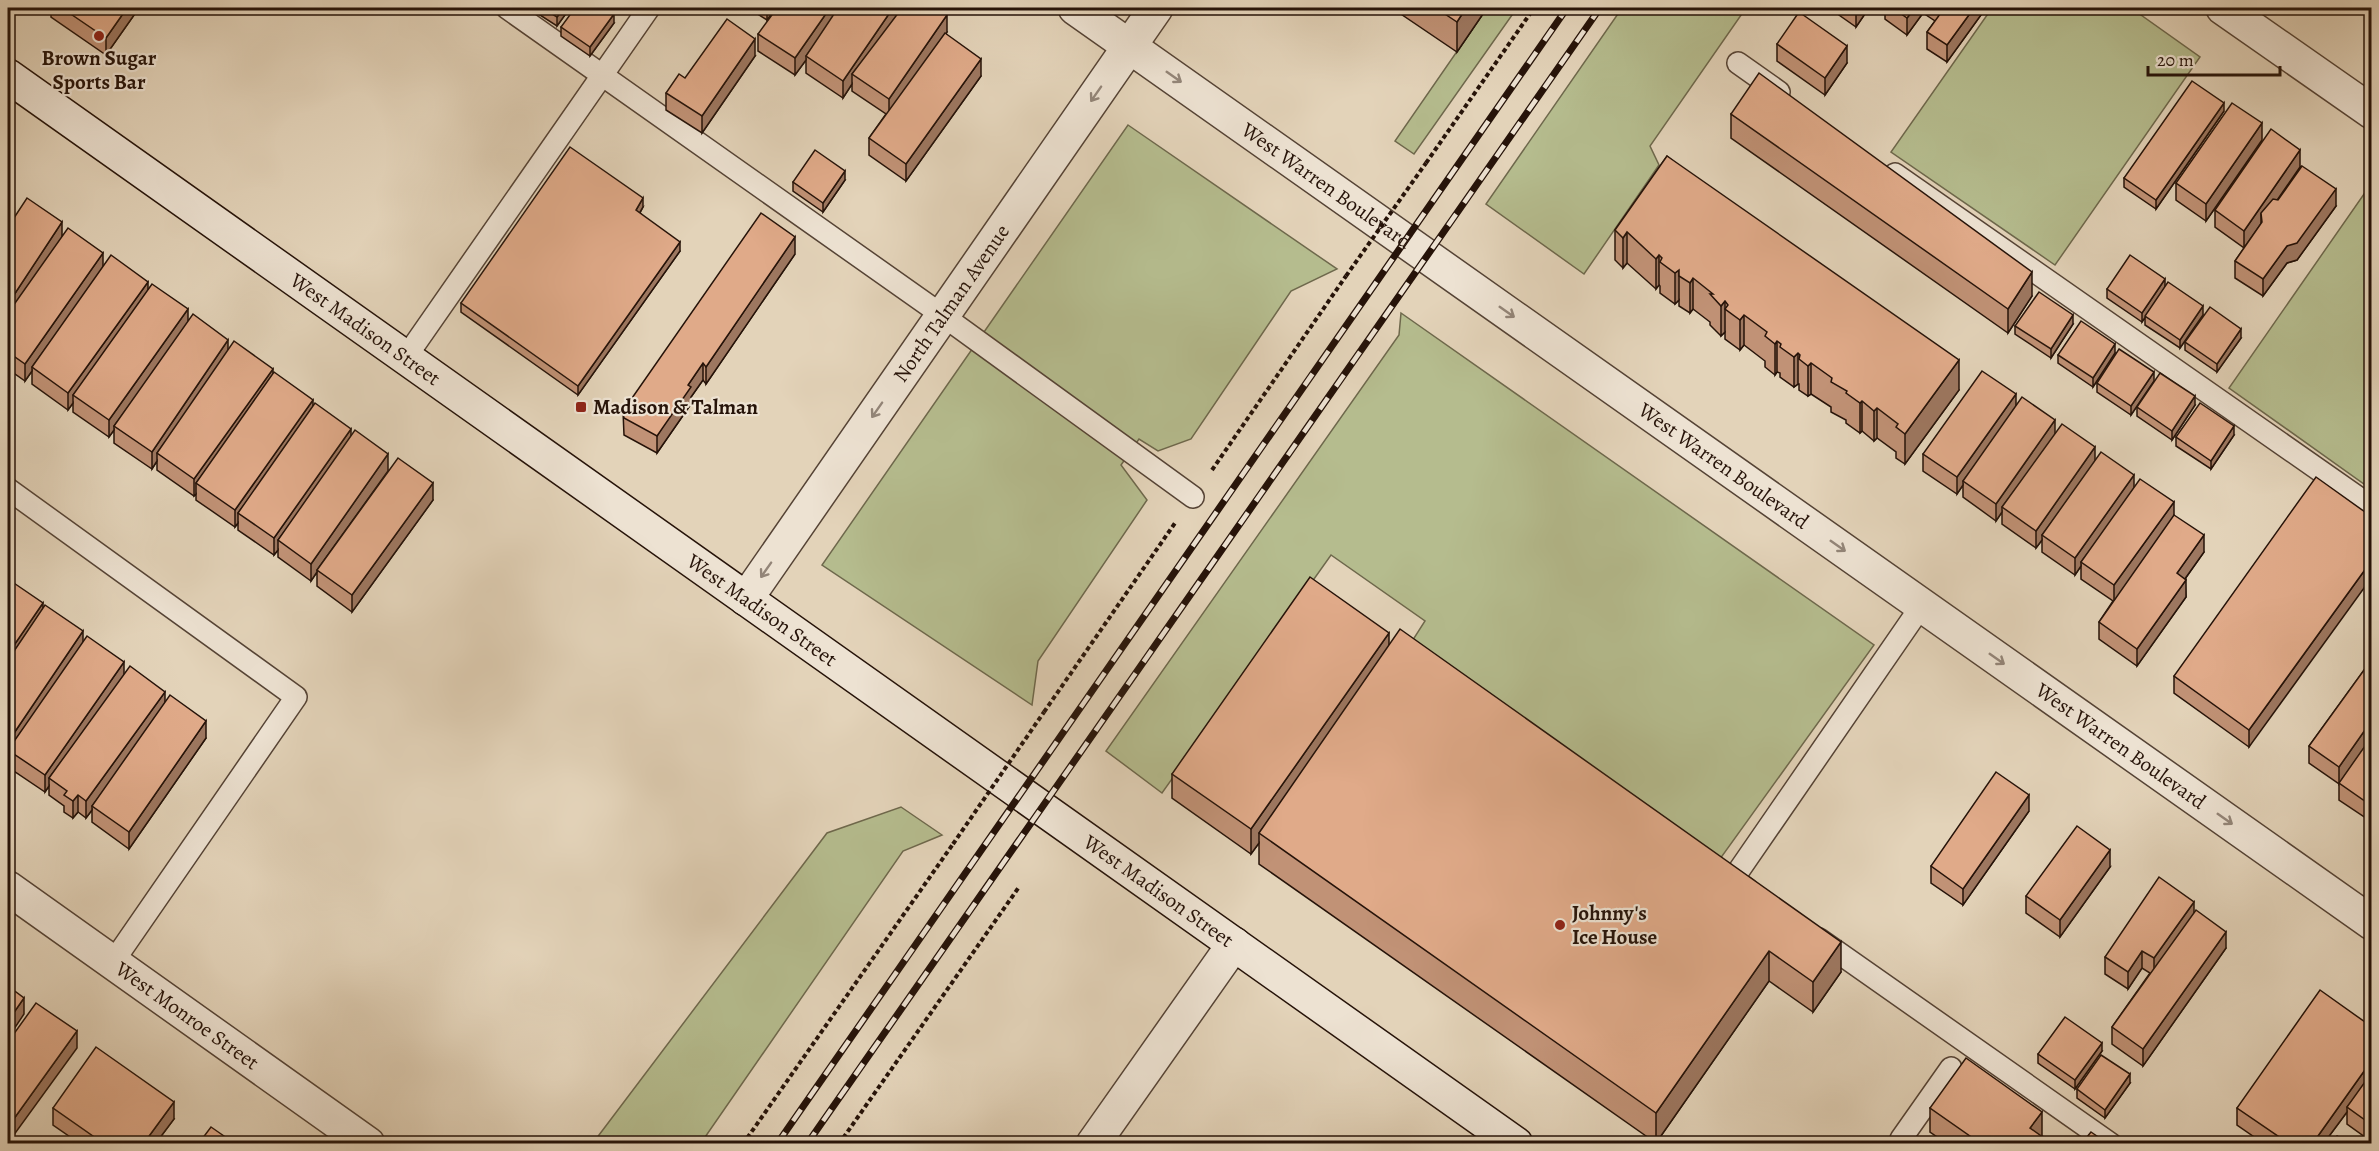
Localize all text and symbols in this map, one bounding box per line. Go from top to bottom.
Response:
marker: Brown Sugar Sports Bar [92,29,106,43]
scale bar [2148,39,2280,77]
place label: Brown Sugar Sports Bar [42,44,157,96]
text: 20 m [2157,48,2194,72]
one-way arrow [1165,71,1182,83]
one-way arrow [1090,85,1102,102]
street label: West Warren Boulevard [1235,115,1418,256]
street label: North Talman Avenue [887,219,1016,388]
street label: West Madison Street [284,266,446,392]
one-way arrow [1498,306,1515,318]
place label: Madison & Talman [593,393,758,421]
street label: West Warren Boulevard [1632,395,1815,536]
marker: Madison & Talman [574,400,588,414]
one-way arrow [871,401,883,417]
one-way arrow [1829,540,1845,552]
street label: West Madison Street [681,547,843,673]
one-way arrow [760,561,772,577]
one-way arrow [1988,653,2005,665]
street label: West Warren Boulevard [2029,676,2212,816]
one-way arrow [2216,813,2233,825]
street label: West Madison Street [1077,828,1239,954]
place label: Johnny's Ice House [1572,899,1657,951]
marker: Johnny's Ice House [1553,918,1567,932]
street label: West Monroe Street [109,954,265,1076]

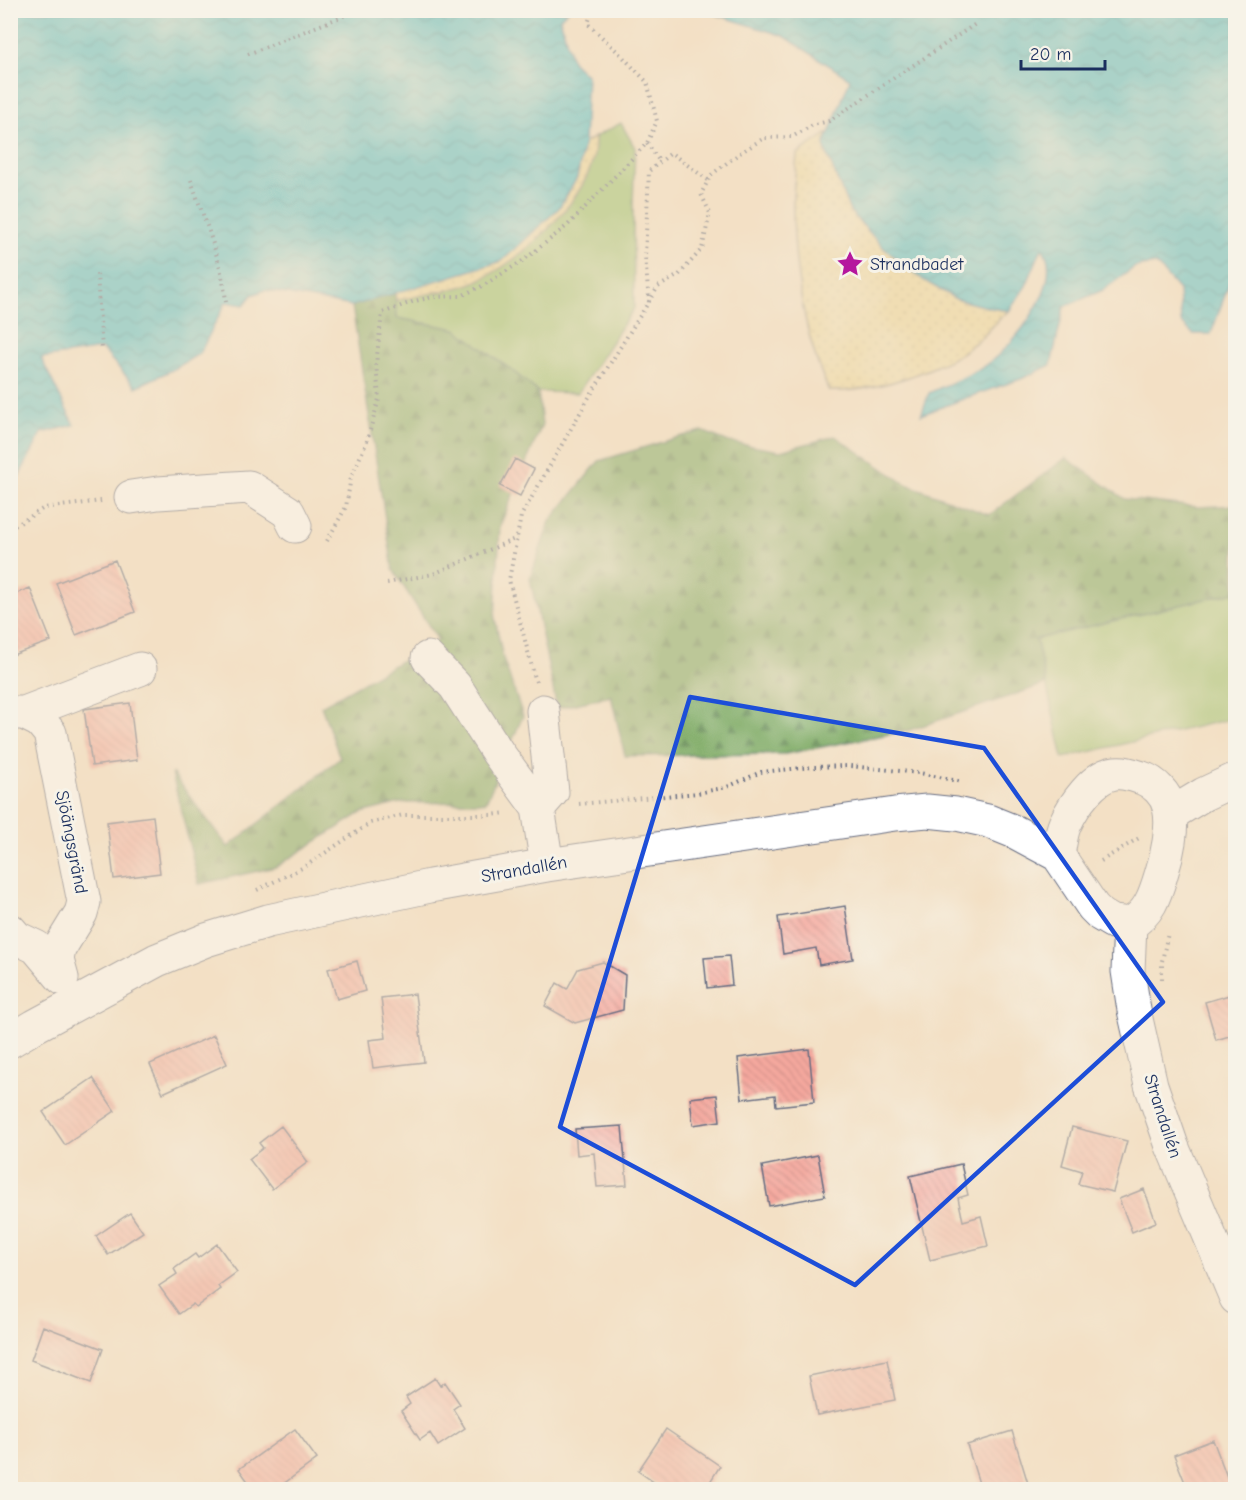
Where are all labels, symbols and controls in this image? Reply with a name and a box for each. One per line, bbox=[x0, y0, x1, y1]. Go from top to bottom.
scale bar bbox=[1021, 33, 1105, 71]
text: 20 m bbox=[1030, 44, 1071, 65]
place icon: Strandbadet bbox=[835, 249, 865, 279]
place label: Strandbadet bbox=[870, 254, 964, 275]
street label: Sjöängsgränd bbox=[51, 789, 92, 896]
street label: Strandallén bbox=[480, 852, 569, 887]
street label: Strandallén bbox=[1139, 1072, 1186, 1161]

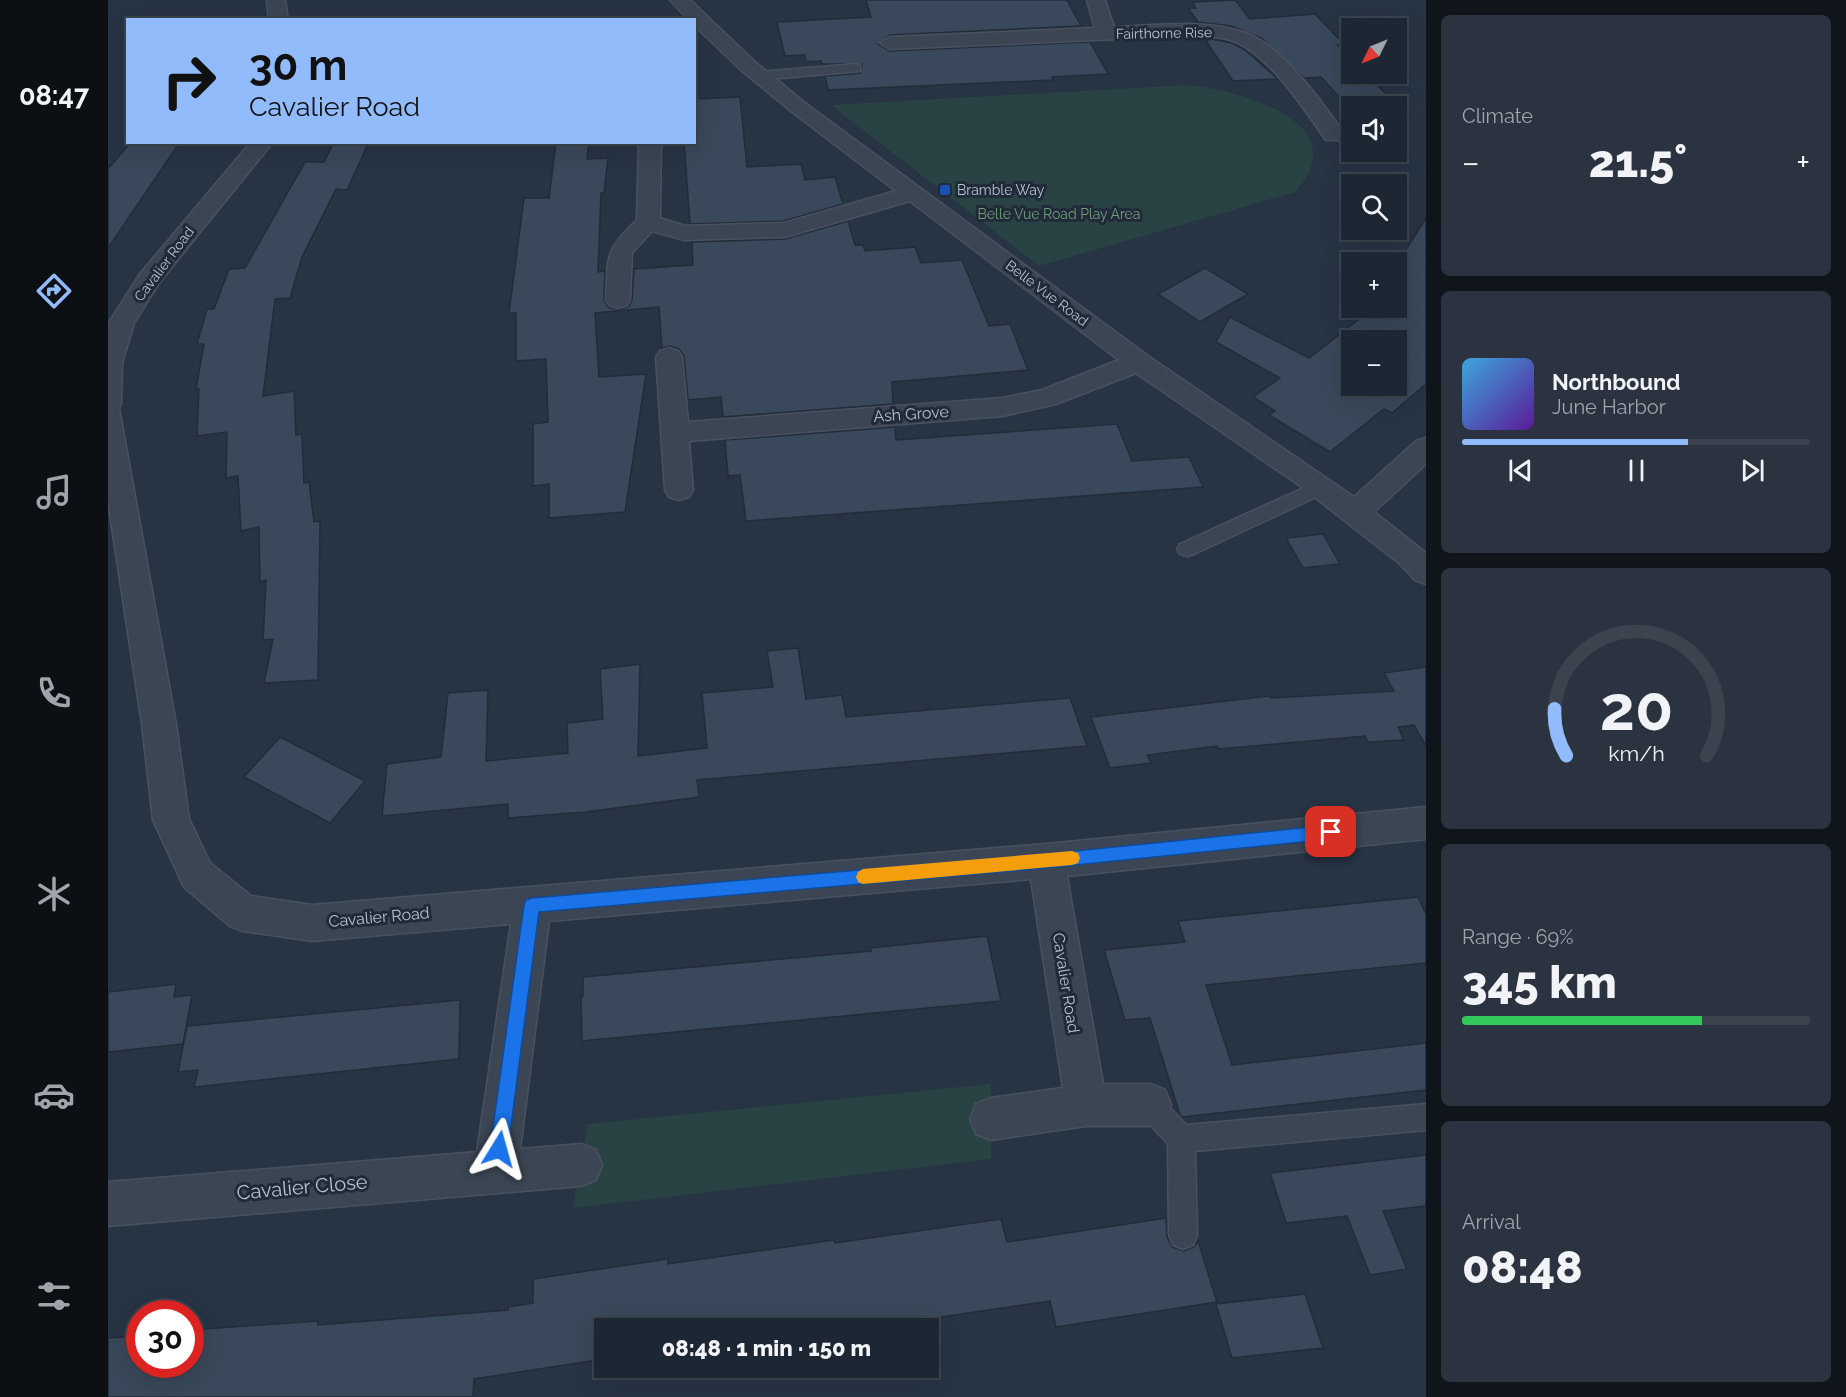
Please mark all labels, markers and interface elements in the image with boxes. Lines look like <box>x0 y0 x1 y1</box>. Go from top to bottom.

▸ What is being asked
Copy the line showing "Where are all" exactly, along with each line after it through the end of the material above. Pictures stay out.

▸ Response below
Where are all labels, symbols and controls in this image? Reply with a name and a box for each. One per line, bbox=[x0, y0, x1, y1]. Go from top to bottom.
scale bar bbox=[1021, 33, 1105, 71]
text: 20 m bbox=[1030, 44, 1071, 65]
place icon: Strandbadet bbox=[835, 249, 865, 279]
place label: Strandbadet bbox=[870, 254, 964, 275]
street label: Sjöängsgränd bbox=[51, 789, 92, 896]
street label: Strandallén bbox=[480, 852, 569, 887]
street label: Strandallén bbox=[1139, 1072, 1186, 1161]

Please mark all labels, markers and interface elements in the image with boxes. Lines look like <box>x0 y0 x1 y1</box>. Go from top to bottom.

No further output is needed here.